Task details
Filter the entries for the word "image". Copy each line that has it.

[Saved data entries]
■ ■ ■

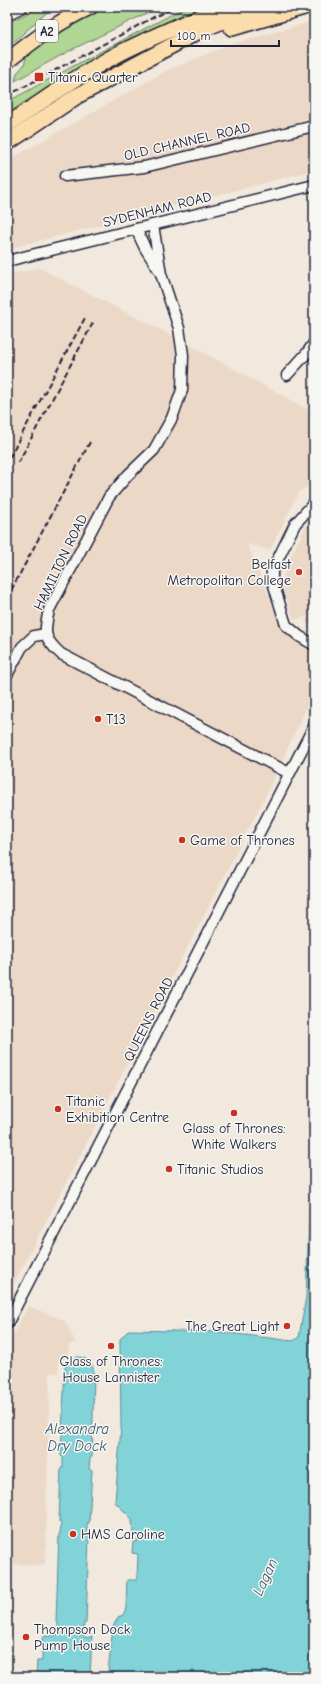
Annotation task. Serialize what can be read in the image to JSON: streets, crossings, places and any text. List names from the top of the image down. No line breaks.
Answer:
{"streets":{"highway":["A2"],"street":["OLD CHANNEL ROAD","SYDENHAM ROAD","HAMILTON ROAD","QUEENS ROAD"]},"crossings":[["SYDENHAM ROAD","HAMILTON ROAD"]],"water":["Alexandra Dry Dock","Lagan"],"places":{"transit":["Titanic Quarter"],"other":["Belfast Metropolitan College","T13","Game of Thrones","Titanic Exhibition Centre","Glass of Thrones: White Walkers","Titanic Studios","The Great Light","Glass of Thrones: House Lannister","HMS Caroline","Thompson Dock Pump House"]},"scale_bar":"100 m"}
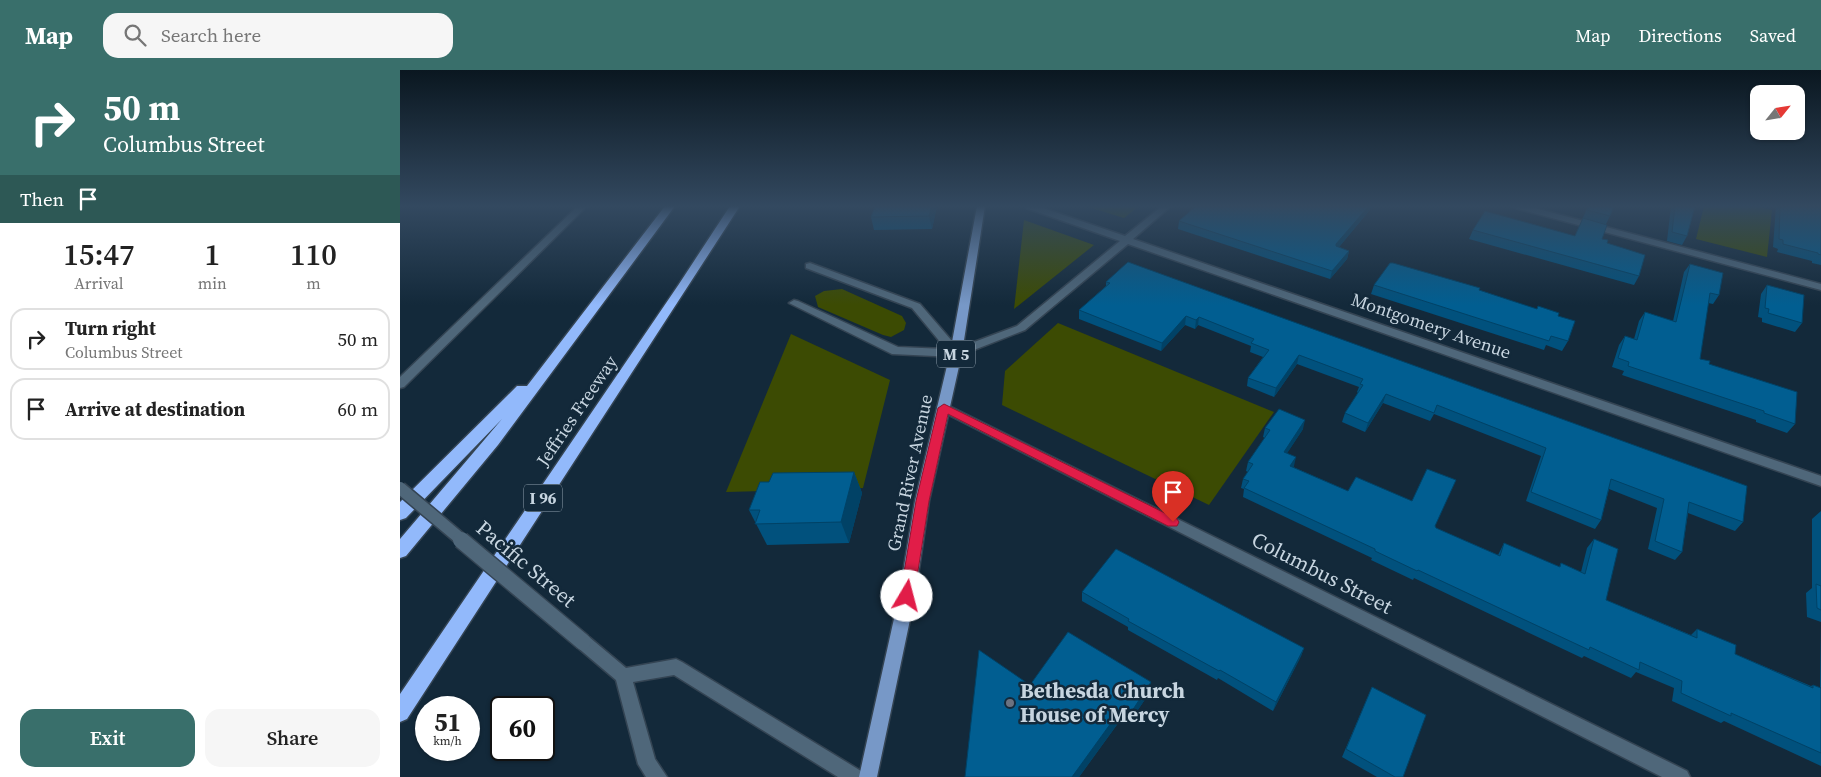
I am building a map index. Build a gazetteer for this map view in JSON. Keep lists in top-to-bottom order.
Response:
{
  "streets": {
    "highway": ["Jeffries Freeway", "I 96"],
    "main road": ["M 5", "Grand River Avenue"],
    "street": ["Montgomery Avenue", "Pacific Street", "Columbus Street"]
  },
  "crossings": [
    ["Grand River Avenue", "Columbus Street"]
  ],
  "places": ["Bethesda Church House of Mercy"],
  "north": "top right",
  "page": {
    "header": "Map",
    "search": "Search here",
    "nav": ["Map", "Directions", "Saved"],
    "turn": ["50 m", "Columbus Street"],
    "then": "Then",
    "eta": [
      "15:47",
      "Arrival",
      "1",
      "min",
      "110",
      "m"
    ],
    "list": [
      {
        "name": "Turn right",
        "note": "Columbus Street",
        "value": "50 m"
      },
      {
        "name": "Arrive at destination",
        "value": "60 m"
      }
    ],
    "speed": "51 km/h",
    "limit": "60",
    "buttons": ["Exit", "Share"]
  }
}
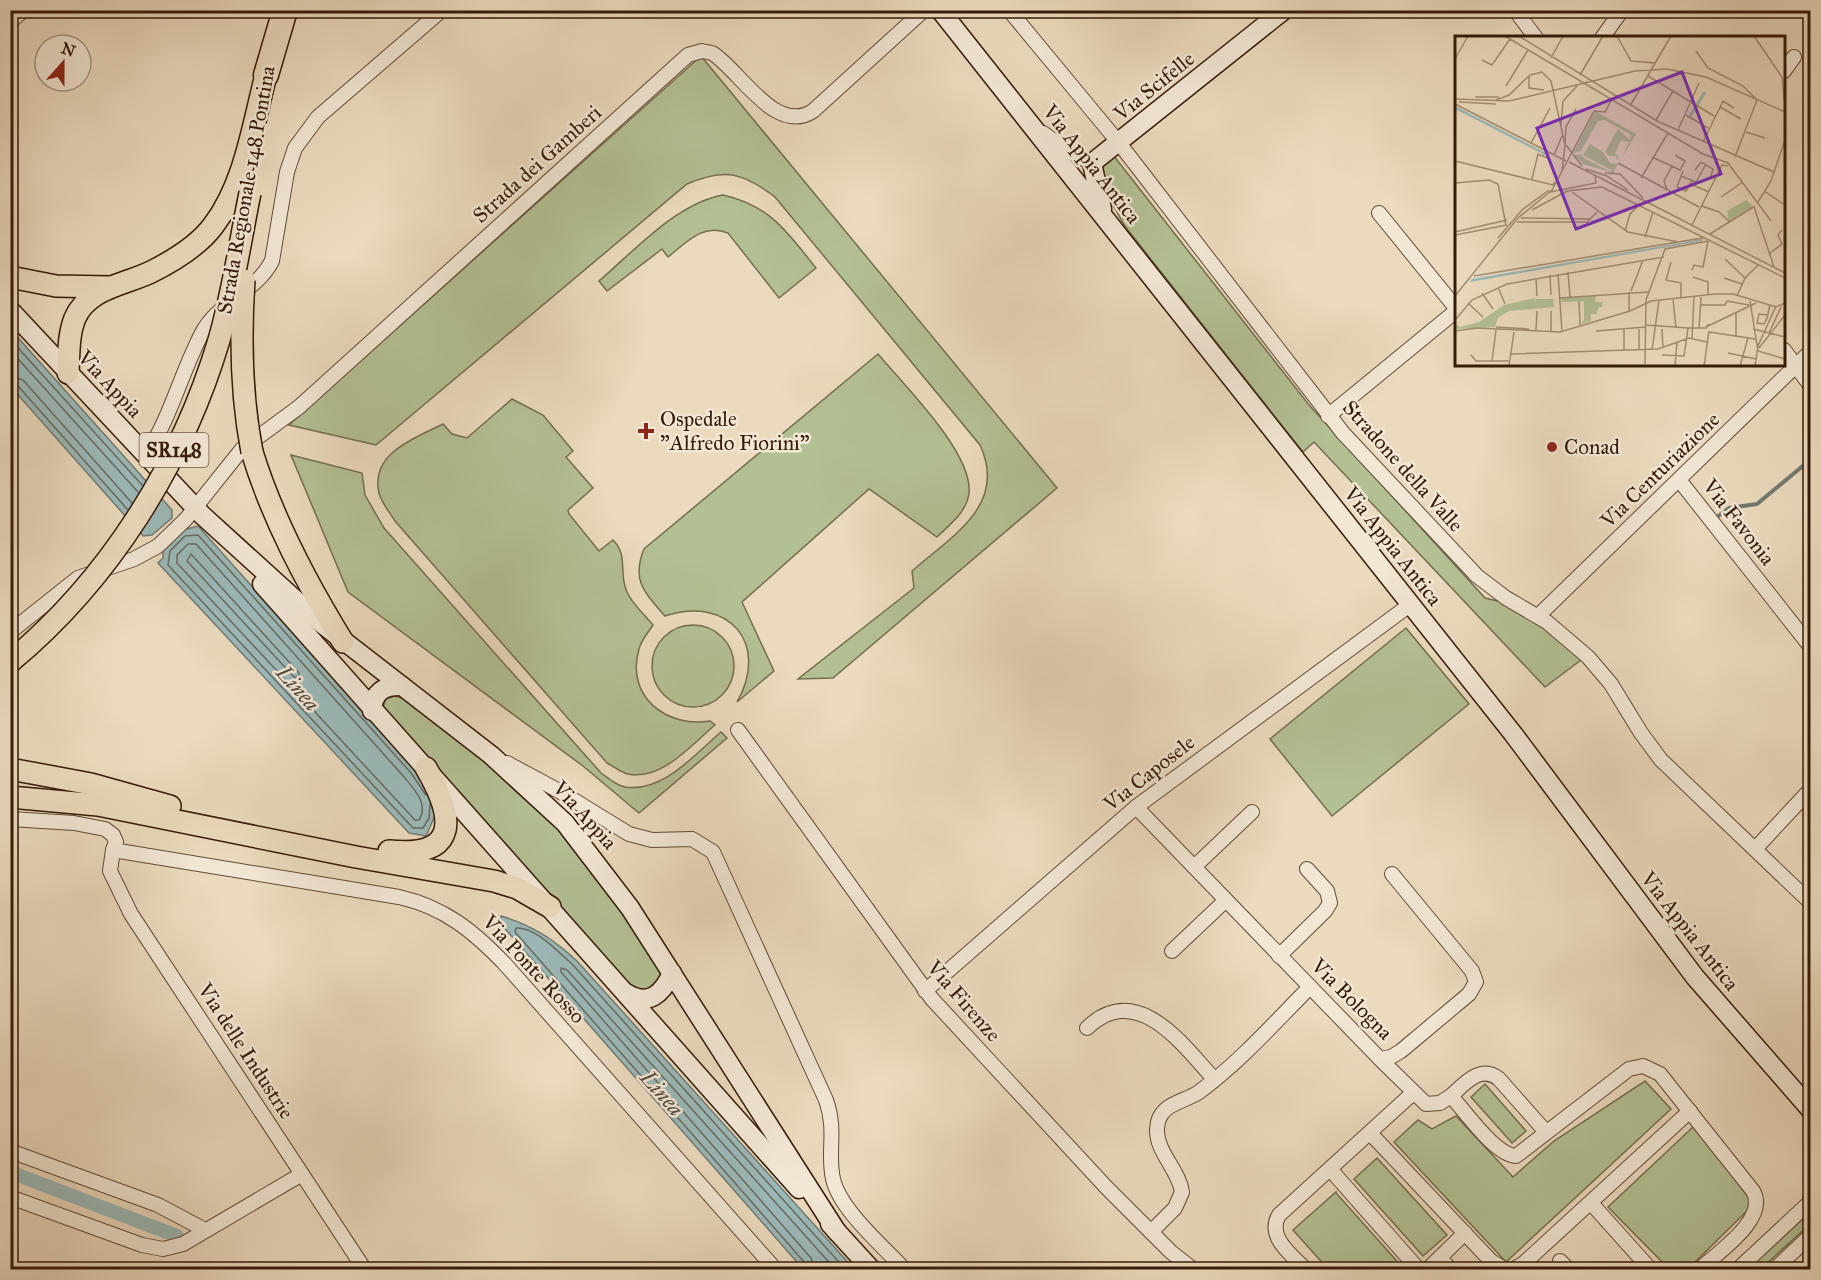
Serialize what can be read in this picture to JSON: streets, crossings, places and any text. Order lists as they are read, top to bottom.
{
  "streets": {
    "main road": [
      "Via Scifelle",
      "Via Appia Antica",
      "Strada Regionale 148 Pontina",
      "Via Appia",
      "SR148"
    ],
    "street": [
      "Strada dei Gamberi",
      "Stradone della Valle",
      "Via Centuriazione",
      "Via Favonia",
      "Via Caposele",
      "Via Ponte Rosso",
      "Via Bologna",
      "Via Firenze",
      "Via delle Industrie"
    ]
  },
  "crossings": [
    ["Via Scifelle", "Stradone della Valle"],
    ["Strada dei Gamberi", "Via Appia"],
    ["Via Appia Antica", "Via Caposele"],
    ["Strada Regionale 148 Pontina", "SR148"],
    ["Via Appia", "SR148"],
    ["Stradone della Valle", "Via Centuriazione"],
    ["Via Centuriazione", "Via Favonia"],
    ["Via Caposele", "Via Bologna"],
    ["Via Caposele", "Via Firenze"],
    ["Via Ponte Rosso", "Via delle Industrie"]
  ],
  "water": ["Linea"],
  "places": {
    "health": ["Ospedale \"Alfredo Fiorini\""],
    "other": ["Conad"]
  },
  "north": "top"
}
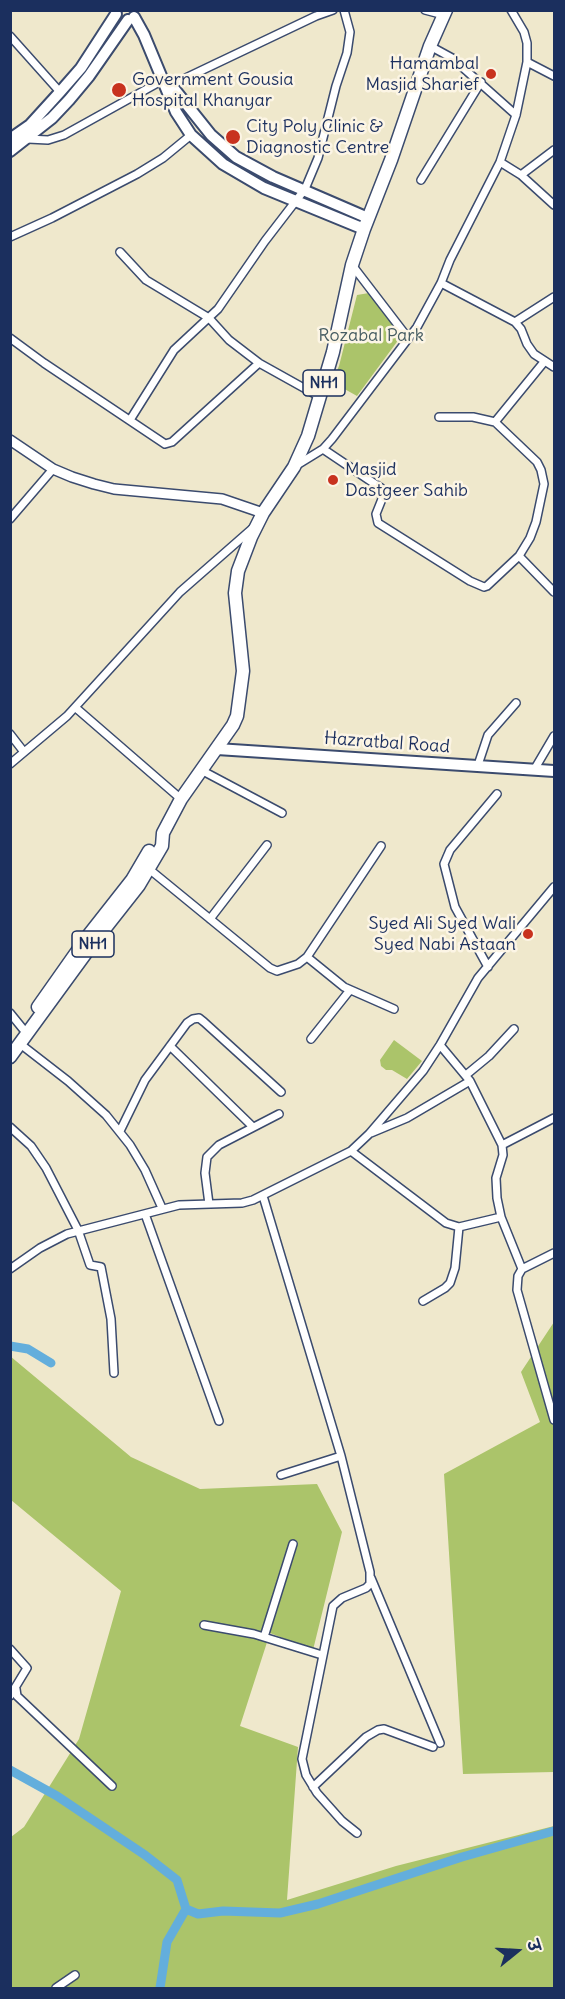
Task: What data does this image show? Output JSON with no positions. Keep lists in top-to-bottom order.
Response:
{
  "streets": {
    "highway": ["NH1"],
    "main road": ["Hazratbal Road"]
  },
  "crossings": [
    ["NH1", "Hazratbal Road"]
  ],
  "parks": ["Rozabal Park"],
  "places": [
    "Hamambal Masjid Sharief",
    "Government Gousia Hospital Khanyar",
    "City Poly Clinic & Diagnostic Centre",
    "Masjid Dastgeer Sahib",
    "Syed Ali Syed Wali Syed Nabi Astaan"
  ],
  "north": "right"
}
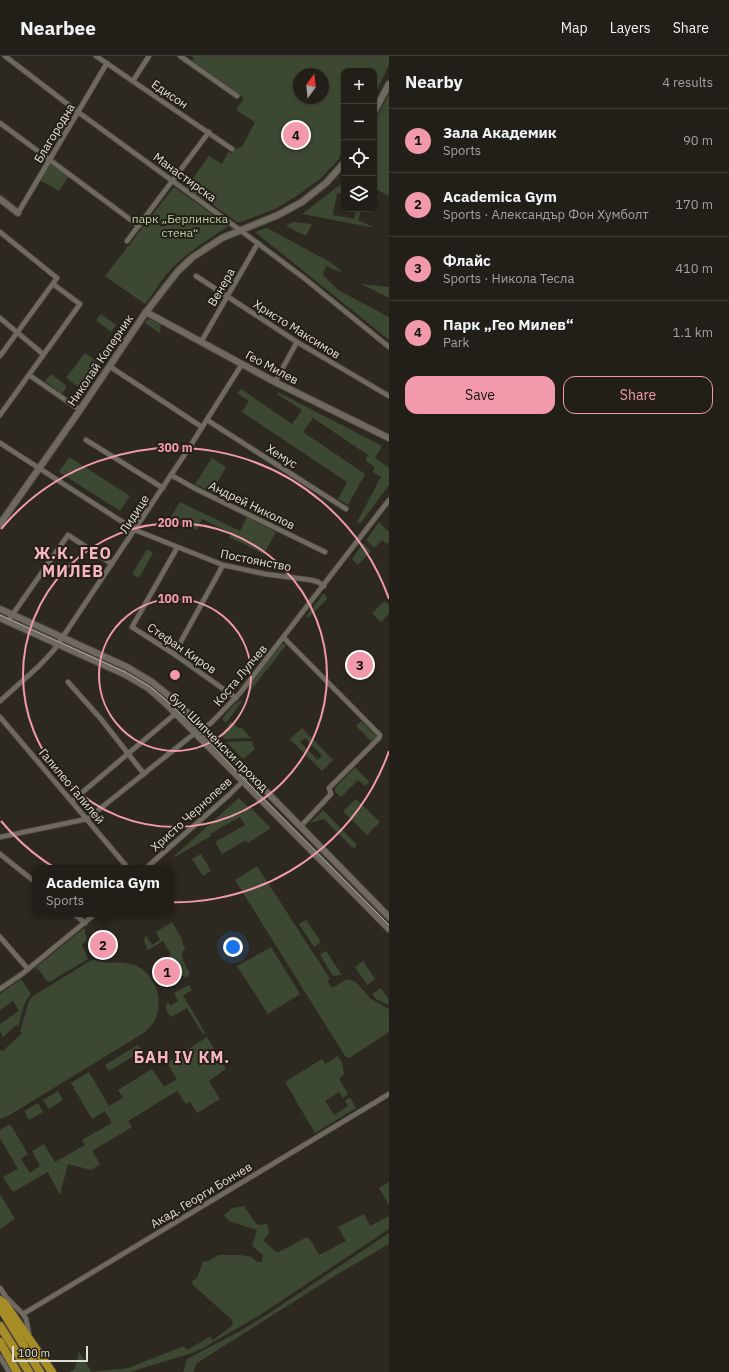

■ ■ ■

Reply
Annotation task. Serialize what can be read in the image to JSON: streets, crossings, places and any text. List names from the top of the image down. No line breaks.
Task: What data does this image show? Output JSON with no positions. Keep lists in top-to-bottom order.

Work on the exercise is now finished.